Behaviour patterns were analysed before and after the intervention. Knowledge about CVD was measured with eight questions. Low knowledge was defined as a value below the mean value of 6, and high knowledge was defined as 6 or higher. Attitudes toward CVD were measured with 12 questions and individuals were scored from 12 to 60. Respondent attitudes were classified as negative (more disagreement about prevention of CVD through risk factors modification) if the total attitude score was below the mean (<36) and positive for scores 36 or higher [22]. Respondents were classified as smokers if they reported smoking at least one cigarette per day. Respondents were classified as having low fruit and vegetable intake if they ate <4.5 portions per day [23]. A total activity time of <150 min per week was regarded as physically inactivity according to WHO criteria [24]. A community was defined as low SES if more than 70% of households living below the poverty line, and as high SES if less than 20% of households living below the poverty line according to household’s income, ownership, and expenditures defined by the Government of Yogyakarta Municipality [16].

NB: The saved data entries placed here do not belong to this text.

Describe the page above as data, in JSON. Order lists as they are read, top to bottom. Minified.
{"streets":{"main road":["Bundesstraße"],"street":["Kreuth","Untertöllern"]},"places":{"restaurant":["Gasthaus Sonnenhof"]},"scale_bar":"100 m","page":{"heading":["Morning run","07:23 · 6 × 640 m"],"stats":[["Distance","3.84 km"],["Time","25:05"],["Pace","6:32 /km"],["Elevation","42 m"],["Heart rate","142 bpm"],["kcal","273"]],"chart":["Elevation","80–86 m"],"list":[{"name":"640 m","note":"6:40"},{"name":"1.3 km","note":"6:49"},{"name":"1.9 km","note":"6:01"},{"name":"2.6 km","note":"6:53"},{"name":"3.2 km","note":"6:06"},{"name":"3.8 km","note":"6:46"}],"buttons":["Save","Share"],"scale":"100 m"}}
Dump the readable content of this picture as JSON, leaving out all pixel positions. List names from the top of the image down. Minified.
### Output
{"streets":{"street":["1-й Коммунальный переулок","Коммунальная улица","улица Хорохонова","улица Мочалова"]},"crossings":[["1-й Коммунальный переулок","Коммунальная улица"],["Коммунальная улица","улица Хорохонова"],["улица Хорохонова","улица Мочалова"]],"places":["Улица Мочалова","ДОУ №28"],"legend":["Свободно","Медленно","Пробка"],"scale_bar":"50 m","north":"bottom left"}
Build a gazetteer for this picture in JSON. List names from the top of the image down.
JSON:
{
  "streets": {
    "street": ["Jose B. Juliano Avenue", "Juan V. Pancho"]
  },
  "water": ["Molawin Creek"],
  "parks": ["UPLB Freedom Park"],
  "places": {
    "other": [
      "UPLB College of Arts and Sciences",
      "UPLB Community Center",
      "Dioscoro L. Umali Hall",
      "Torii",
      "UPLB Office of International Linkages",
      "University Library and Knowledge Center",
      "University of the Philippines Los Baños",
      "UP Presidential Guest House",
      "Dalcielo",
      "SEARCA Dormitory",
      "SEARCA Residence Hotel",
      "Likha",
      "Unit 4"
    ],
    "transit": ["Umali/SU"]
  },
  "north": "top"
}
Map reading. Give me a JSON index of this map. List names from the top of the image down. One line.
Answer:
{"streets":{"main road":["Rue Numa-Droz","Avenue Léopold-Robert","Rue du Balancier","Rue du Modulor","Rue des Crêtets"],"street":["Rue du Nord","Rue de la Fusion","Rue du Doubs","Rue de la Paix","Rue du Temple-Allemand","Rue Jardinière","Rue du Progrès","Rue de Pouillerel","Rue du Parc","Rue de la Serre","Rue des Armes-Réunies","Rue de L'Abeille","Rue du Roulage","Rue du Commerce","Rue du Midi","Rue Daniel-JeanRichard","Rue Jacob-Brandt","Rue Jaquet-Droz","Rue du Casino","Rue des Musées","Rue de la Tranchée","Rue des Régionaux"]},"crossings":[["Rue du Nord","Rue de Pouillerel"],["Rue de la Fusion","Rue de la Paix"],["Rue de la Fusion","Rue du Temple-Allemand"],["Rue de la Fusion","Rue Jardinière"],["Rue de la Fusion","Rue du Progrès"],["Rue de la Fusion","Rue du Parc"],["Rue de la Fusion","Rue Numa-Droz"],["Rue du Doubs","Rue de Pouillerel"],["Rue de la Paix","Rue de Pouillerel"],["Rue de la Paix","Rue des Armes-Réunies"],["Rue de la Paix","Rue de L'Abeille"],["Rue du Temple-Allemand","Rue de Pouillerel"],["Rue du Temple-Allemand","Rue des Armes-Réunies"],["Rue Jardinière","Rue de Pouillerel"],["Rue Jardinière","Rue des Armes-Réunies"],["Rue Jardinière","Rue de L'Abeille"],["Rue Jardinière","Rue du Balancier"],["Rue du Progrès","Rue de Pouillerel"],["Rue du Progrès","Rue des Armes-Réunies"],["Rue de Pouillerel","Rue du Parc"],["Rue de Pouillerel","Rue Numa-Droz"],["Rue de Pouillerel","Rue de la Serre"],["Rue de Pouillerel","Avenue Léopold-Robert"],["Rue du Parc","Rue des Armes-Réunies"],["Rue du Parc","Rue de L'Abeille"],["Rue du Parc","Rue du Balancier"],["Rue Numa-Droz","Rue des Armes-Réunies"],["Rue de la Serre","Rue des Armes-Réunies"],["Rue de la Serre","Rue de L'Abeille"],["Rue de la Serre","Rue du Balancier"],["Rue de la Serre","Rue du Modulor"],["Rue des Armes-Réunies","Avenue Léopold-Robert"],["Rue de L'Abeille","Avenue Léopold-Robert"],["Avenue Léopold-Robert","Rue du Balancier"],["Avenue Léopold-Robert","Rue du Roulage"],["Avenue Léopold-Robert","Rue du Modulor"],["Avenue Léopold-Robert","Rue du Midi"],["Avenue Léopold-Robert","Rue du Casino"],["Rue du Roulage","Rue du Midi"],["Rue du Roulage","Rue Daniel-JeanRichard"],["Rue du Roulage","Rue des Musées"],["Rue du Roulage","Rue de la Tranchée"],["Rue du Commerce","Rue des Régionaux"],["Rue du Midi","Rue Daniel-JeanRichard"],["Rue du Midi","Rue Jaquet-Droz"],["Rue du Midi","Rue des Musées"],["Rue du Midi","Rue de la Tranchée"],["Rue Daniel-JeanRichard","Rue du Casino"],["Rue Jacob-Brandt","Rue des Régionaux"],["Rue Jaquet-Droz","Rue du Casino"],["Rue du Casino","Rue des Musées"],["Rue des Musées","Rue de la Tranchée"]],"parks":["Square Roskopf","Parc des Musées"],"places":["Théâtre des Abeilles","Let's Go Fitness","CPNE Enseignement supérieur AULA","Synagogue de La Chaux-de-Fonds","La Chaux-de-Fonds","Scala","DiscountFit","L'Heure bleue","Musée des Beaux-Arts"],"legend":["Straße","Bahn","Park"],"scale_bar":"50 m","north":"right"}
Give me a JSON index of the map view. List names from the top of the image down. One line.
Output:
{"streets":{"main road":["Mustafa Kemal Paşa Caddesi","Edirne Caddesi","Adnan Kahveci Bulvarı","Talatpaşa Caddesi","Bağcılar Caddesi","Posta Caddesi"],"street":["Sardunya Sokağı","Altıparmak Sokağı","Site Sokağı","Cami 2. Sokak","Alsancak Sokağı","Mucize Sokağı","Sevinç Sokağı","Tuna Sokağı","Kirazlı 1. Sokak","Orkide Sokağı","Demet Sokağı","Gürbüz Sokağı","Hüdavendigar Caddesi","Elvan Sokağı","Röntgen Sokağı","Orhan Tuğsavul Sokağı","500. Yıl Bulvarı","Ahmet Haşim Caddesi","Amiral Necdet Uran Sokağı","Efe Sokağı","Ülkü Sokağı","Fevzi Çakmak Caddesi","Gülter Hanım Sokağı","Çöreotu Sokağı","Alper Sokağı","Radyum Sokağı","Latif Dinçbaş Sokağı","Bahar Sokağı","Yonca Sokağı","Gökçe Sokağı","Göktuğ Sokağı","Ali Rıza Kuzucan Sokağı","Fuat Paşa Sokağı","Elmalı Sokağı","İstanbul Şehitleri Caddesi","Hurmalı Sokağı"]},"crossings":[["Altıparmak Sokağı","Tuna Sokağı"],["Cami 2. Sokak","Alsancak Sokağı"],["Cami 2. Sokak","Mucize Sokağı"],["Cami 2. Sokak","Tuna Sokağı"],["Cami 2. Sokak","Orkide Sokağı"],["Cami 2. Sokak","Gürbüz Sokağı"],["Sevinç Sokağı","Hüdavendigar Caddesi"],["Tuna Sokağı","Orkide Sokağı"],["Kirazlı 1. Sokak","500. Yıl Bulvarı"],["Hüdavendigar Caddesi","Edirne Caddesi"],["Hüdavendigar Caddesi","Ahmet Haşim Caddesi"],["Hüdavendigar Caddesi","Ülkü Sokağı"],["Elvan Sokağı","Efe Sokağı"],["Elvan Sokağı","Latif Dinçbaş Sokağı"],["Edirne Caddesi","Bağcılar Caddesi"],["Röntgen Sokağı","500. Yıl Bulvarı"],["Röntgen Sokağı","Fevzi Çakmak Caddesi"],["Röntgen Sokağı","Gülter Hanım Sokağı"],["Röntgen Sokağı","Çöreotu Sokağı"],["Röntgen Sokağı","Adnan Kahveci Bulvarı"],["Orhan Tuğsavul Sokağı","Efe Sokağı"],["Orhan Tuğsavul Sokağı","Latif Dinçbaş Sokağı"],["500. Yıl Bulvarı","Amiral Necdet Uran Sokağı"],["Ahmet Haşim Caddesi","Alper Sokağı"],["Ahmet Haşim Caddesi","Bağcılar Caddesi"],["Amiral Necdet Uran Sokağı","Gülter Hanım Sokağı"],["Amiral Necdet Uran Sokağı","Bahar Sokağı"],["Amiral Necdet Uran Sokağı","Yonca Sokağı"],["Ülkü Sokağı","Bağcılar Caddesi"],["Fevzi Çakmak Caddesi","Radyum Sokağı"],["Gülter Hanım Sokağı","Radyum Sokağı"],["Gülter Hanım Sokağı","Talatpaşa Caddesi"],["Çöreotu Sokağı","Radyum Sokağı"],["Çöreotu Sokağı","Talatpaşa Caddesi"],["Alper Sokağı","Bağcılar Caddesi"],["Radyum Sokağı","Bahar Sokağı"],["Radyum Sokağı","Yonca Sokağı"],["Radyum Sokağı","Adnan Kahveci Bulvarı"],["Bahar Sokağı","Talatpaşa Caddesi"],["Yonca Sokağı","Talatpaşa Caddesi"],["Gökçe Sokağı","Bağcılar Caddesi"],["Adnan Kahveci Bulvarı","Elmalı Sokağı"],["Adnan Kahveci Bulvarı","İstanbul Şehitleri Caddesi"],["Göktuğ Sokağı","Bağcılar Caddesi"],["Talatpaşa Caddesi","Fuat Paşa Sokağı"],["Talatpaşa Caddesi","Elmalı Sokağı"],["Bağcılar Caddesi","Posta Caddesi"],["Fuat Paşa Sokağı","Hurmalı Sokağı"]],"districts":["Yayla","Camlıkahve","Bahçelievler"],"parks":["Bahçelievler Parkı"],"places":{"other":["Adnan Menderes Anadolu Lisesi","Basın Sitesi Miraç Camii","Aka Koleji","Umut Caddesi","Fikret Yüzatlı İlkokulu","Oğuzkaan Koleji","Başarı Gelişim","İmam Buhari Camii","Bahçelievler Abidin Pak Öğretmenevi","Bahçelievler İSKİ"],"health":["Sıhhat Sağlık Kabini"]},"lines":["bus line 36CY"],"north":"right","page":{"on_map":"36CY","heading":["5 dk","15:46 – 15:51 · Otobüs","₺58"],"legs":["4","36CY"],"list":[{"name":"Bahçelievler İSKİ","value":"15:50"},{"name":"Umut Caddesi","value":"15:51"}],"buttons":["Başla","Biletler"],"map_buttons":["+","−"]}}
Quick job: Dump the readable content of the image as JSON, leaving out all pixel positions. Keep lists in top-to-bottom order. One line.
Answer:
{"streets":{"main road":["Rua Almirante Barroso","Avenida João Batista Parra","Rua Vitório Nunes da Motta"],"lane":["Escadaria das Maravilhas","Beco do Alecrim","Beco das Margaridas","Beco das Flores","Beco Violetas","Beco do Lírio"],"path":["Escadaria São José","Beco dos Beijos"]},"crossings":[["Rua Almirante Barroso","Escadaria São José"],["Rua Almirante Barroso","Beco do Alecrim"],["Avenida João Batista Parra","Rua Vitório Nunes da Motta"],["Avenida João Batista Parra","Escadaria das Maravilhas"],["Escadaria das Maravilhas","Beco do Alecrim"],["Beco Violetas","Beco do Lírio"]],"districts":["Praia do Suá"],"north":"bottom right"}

The proportions of health behaviours at the pre-test were analysed using Chi-square tests between respondents of the intervention and referent communities. Differences in proportions of health behaviours between the pre- and post-test were analysed using McNemar tests. Odds ratios (OR) were used to estimate the risk of having unhealthy behaviours for respondents in the intervention community compared to those in the referent community. The ORs were calculated using logistic regression and controlled for pre-test behaviours in order to account the behaviour at pre-test as one of the influencing variables of behaviour at post-test. Statistical procedures were performed using STATA version 11 (StataCorp LP, College Station, Texas, USA), and the significance levels were set at p <0.05.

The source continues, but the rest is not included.